The U.S. Department of the Treasury provided details of an ‘international framework for engagement on digital assets’ that was submitted to the White House as required by the Administration’s Executive Order on Digital Assets. In the press release providing a ‘Fact Sheet’ on the new international framework, the suggestion that infrastructure supporting CBDCs could involve both public and private participants.

According to Treasury, the a public-private approach to CBDCs “presents opportunities for U.S. companies to lead in the development of these technical systems and for the U.S. Government, working with G7 partners, to encourage technological development that would support a CBDC.” Almost two years ago, Chair Jay Powell of the Fed testified to Congress that the private sector should not be included in the design of a CBDC. “I do think this is something that the central banks have to design. The private sector is not involved in creating the money supply, that’s something the central bank does,” said Powell.

Treasury also leaned into the importance of the U.S. being technologically competitive with other countries with respect to digital asset technologies. According to Treasury’s Fact Sheet, the U.S. should “counter and respond to efforts by foreign adversaries to drive standards and promote their protocols.” China has made strides with its own central bank digital currency and its underlying protocol known as the ‘Blockchain Services Network’ continues to expand as well.

The framework also doubles down on how the U.S. needs to reinforce its leadership in the global financial system as well as technological and economic competitiveness, and should strive to be a standard-setter for the technology globally as well. As the exact framework was not made public, the description provided seems to indicate that the U.S. needs to lean into ways to lead the global CBDC digital infrastructure that is developed by leveraging private sector companies, respond to the challenges of foreign adversaries developing their own protocols, and lead on competitiveness and standards for digital asset technology globally.

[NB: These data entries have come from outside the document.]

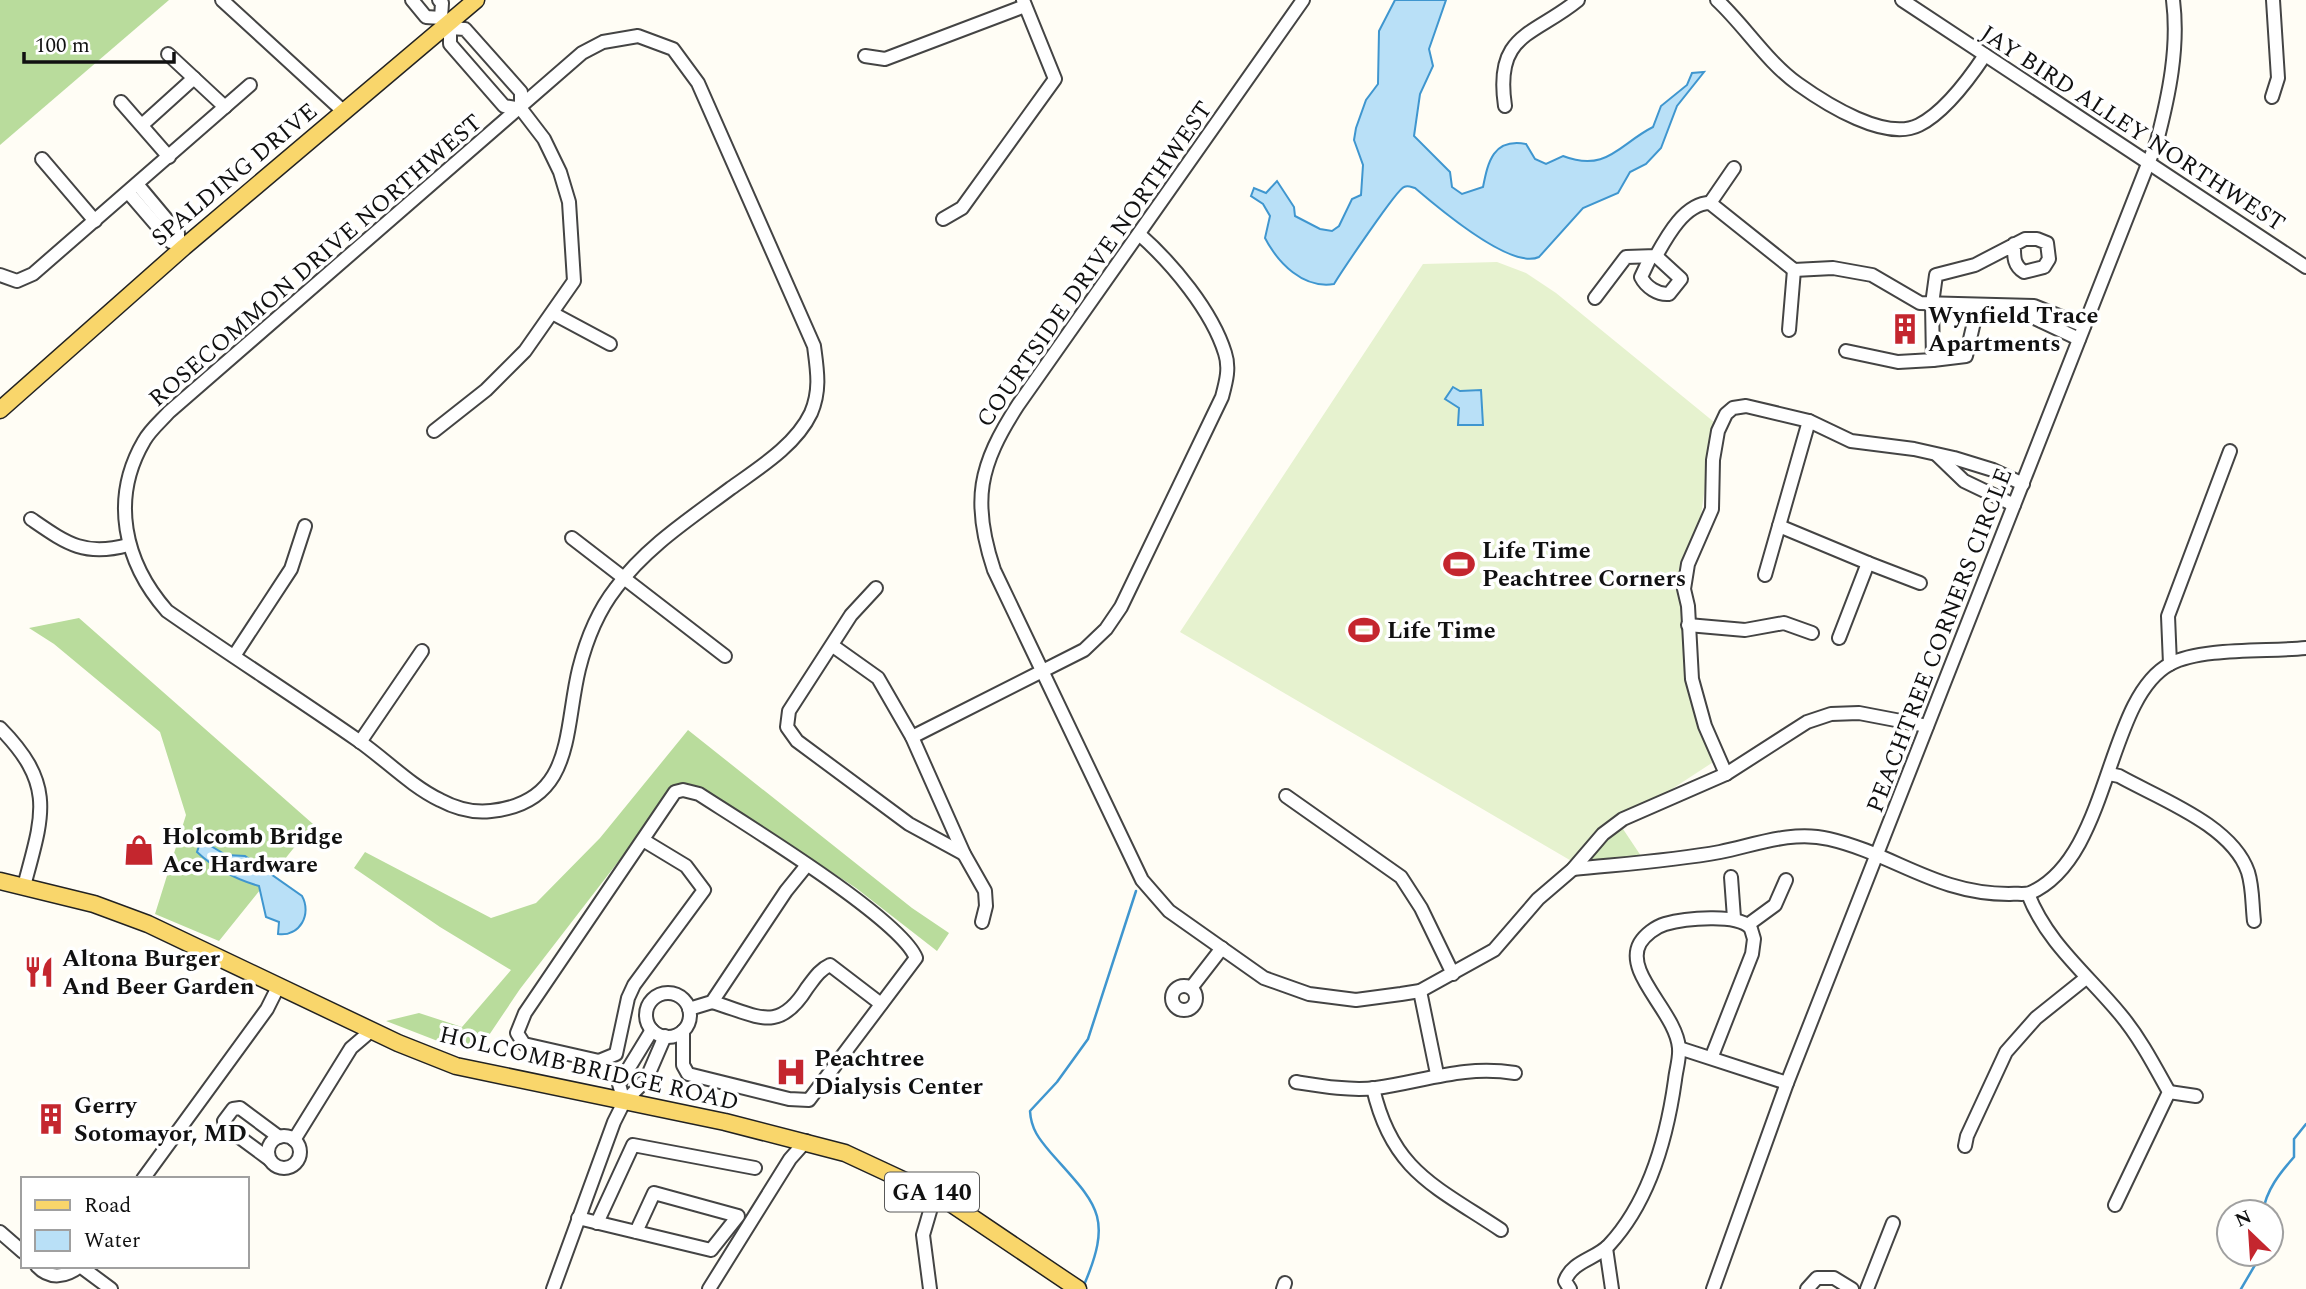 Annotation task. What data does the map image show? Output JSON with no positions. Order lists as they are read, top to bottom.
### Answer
{
  "streets": {
    "main road": ["SPALDING DRIVE", "HOLCOMB BRIDGE ROAD", "GA 140"],
    "street": [
      "JAY BIRD ALLEY NORTHWEST",
      "ROSECOMMON DRIVE NORTHWEST",
      "COURTSIDE DRIVE NORTHWEST",
      "PEACHTREE CORNERS CIRCLE"
    ]
  },
  "crossings": [
    ["JAY BIRD ALLEY NORTHWEST", "PEACHTREE CORNERS CIRCLE"],
    ["COURTSIDE DRIVE NORTHWEST", "PEACHTREE CORNERS CIRCLE"]
  ],
  "places": {
    "building": ["Wynfield Trace Apartments", "Gerry Sotomayor, MD"],
    "sports": ["Life Time Peachtree Corners", "Life Time"],
    "shop": ["Holcomb Bridge Ace Hardware"],
    "restaurant": ["Altona Burger And Beer Garden"],
    "hospital": ["Peachtree Dialysis Center"]
  },
  "legend": ["Road", "Water"],
  "scale_bar": "100 m",
  "north": "top left"
}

Positive Reaction From A Leading Digital Asset and Blockchain Trade Association

I caught up with Sandra Ro, CEO of the Global Blockchain Business Council (GBBC), and asked her take on a framework for how the U.S. should engage internationally on digital assets. “GBBC views the Framework for International Engagement on Digital Assets as a clear, positive step forward in U.S. engagement and leadership in driving responsible innovation of digital assets. We are pleased to see the framework’s focus on global coordination among the public and private sectors in the development and adoption of global principles and standards — a critical step in realizing the technology’s potential and benefits to society,” said Ro.

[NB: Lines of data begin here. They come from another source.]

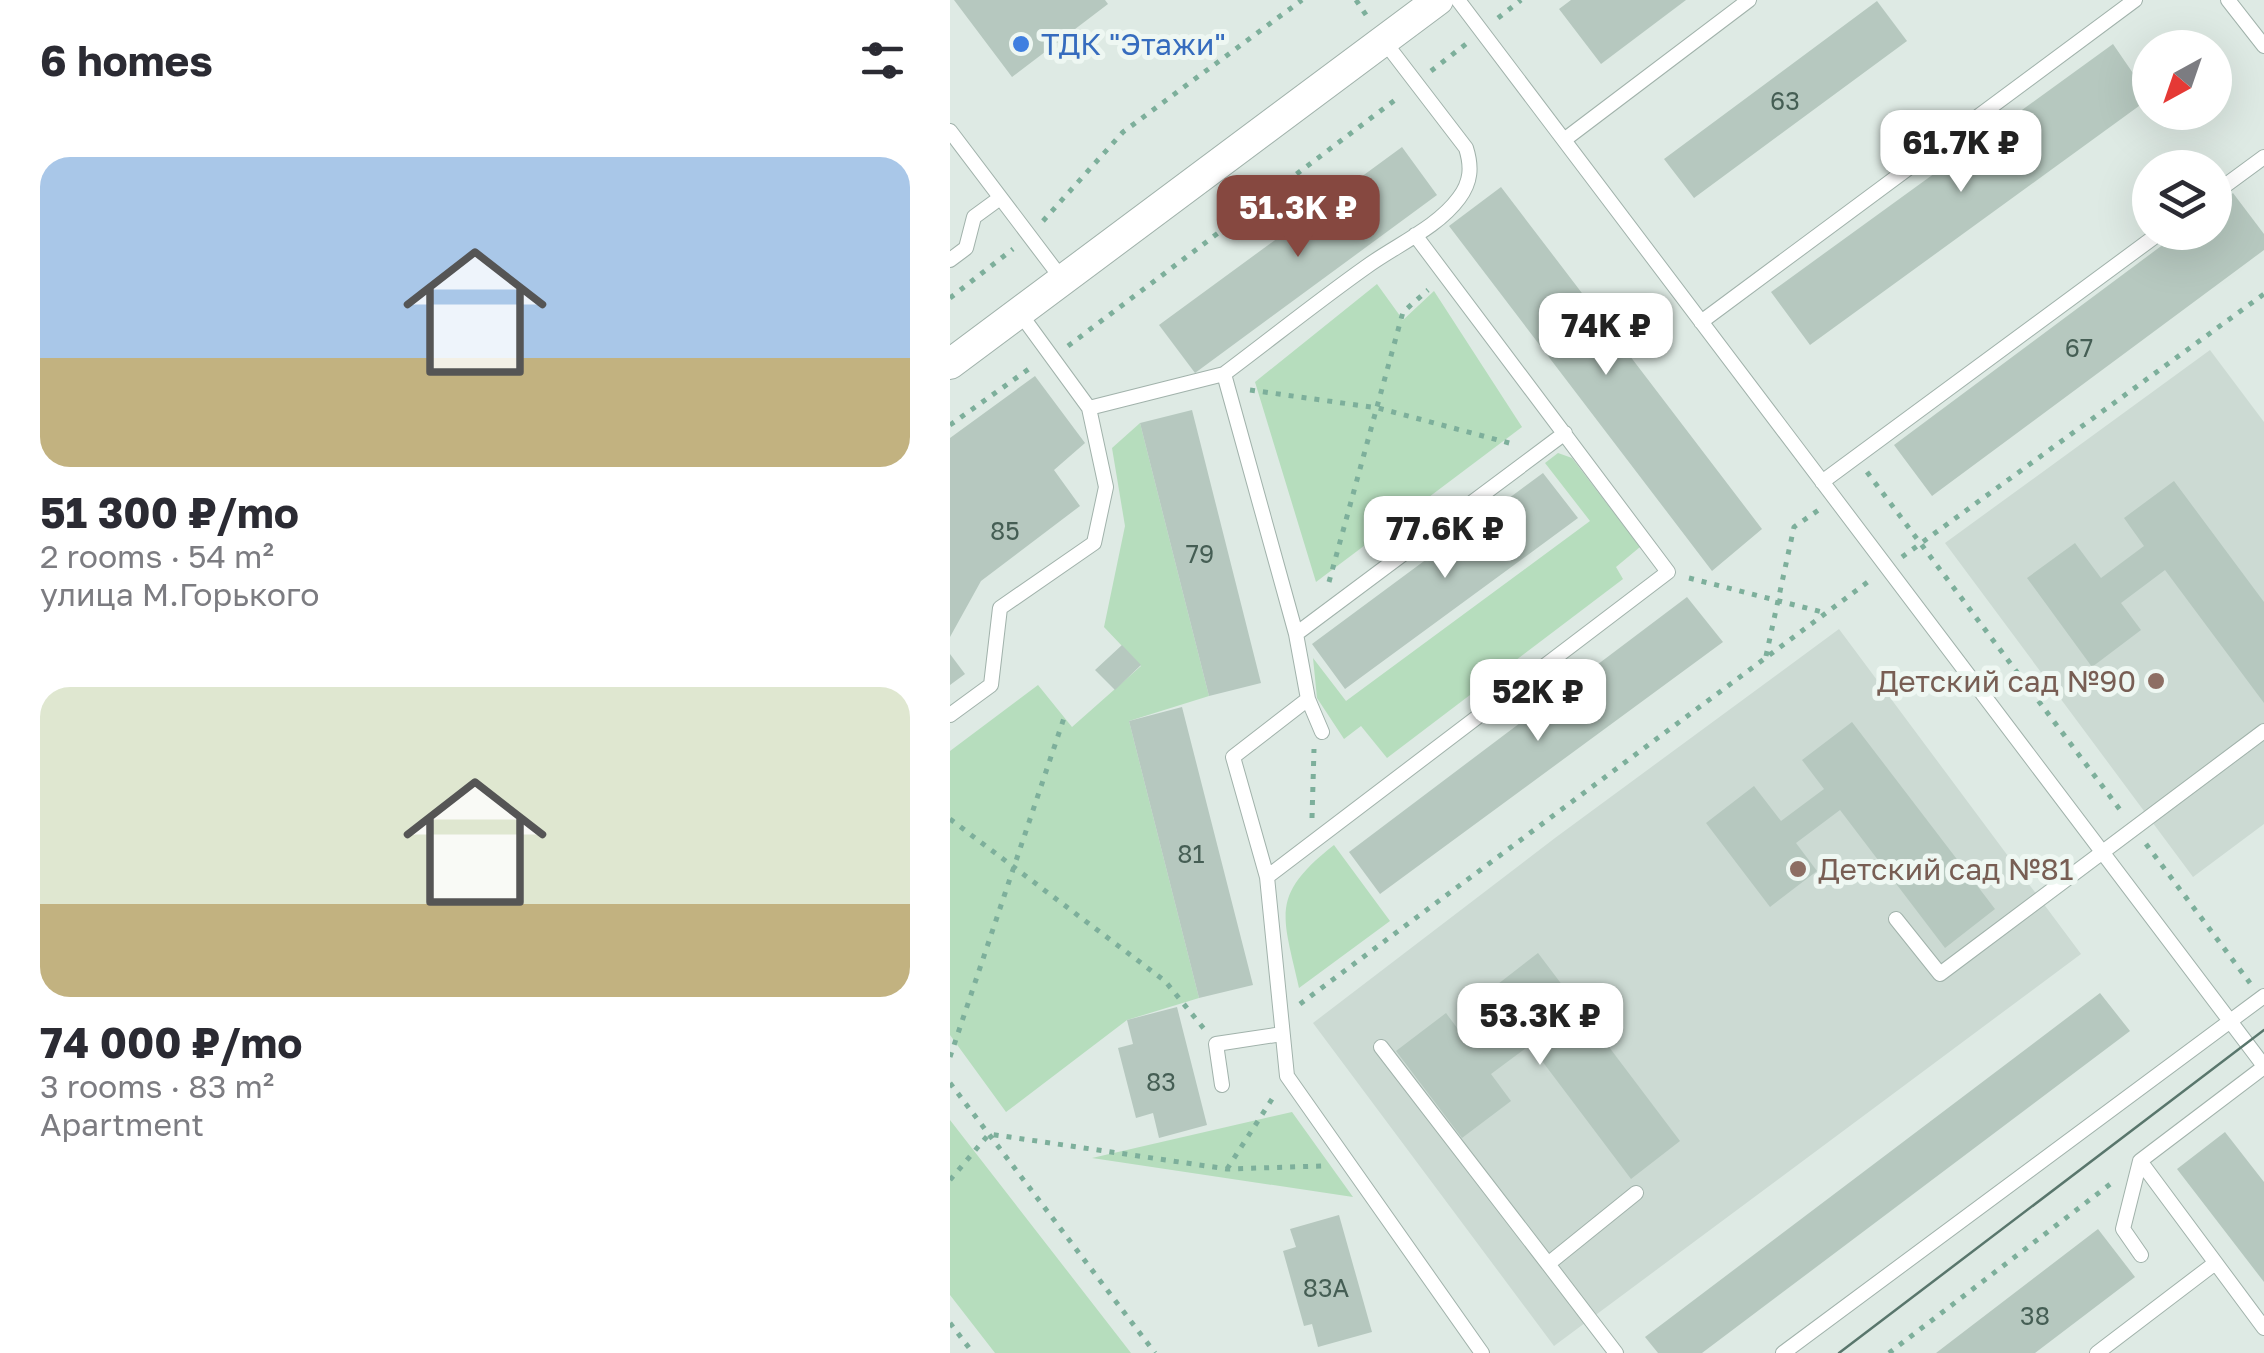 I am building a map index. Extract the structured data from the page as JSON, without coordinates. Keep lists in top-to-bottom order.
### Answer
{
  "places": ["ТДК \"Этажи\"", "Детский сад №90", "Детский сад №81"],
  "house_numbers": [
    "63",
    "67",
    "85",
    "79",
    "81",
    "83",
    "83А",
    "38"
  ],
  "north": "bottom left",
  "page": {
    "heading": "6 homes",
    "price": [
      "61.7K ₽",
      "51.3K ₽",
      "74K ₽",
      "77.6K ₽",
      "52K ₽",
      "53.3K ₽"
    ],
    "list": [
      {
        "name": "51 300 ₽/mo",
        "note": "2 rooms · 54 m² · улица М.Горького"
      },
      {
        "name": "74 000 ₽/mo",
        "note": "3 rooms · 83 m² · Apartment"
      }
    ]
  }
}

Last May, the GBBC merged with another blockchain industry association called Global Digital Finance (GDF). According to GBBC, this creates the world’s largest member institution for blockchain and digital assets. In addition to Ro’s comments on the public-private focus, she also stated that GBBC also supported the U.S. working work other standard-setting bodies. Ro urged, “the U.S. to collaborate with emerging digital assets standards setting organizations, as well as groups that give voice to smaller nations, who do not often get a seat at the global policymaking table but stand to benefit a great deal from the technology.” According to the GBBC website, the organization is already working on a Global Standards Mapping Initiative.

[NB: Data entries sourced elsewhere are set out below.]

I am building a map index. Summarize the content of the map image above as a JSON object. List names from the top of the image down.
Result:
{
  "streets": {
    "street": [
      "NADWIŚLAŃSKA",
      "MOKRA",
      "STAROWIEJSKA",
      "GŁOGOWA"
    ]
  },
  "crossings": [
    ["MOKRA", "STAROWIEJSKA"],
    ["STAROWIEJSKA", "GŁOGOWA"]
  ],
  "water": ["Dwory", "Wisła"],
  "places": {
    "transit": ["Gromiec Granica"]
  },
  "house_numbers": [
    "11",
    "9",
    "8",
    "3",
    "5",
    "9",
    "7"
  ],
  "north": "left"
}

Key relationships for the U.S. mentioned in Treasury’s Fact Sheet included the G7 on the development of a CBDC, the G20 to help engage with other major economies for cross-border payments, and the Financial Stability Board (FSB) as a forum to pursue and push for work to monitor, identify, and foster a shared understanding of global financial stability risks from digital assets. Finally, which will come as no surprise to industry insiders, was the commitment from Treasury to work with the Financial Action Task Force (FATF) to support countries in implementing the FATF standards for virtual assets.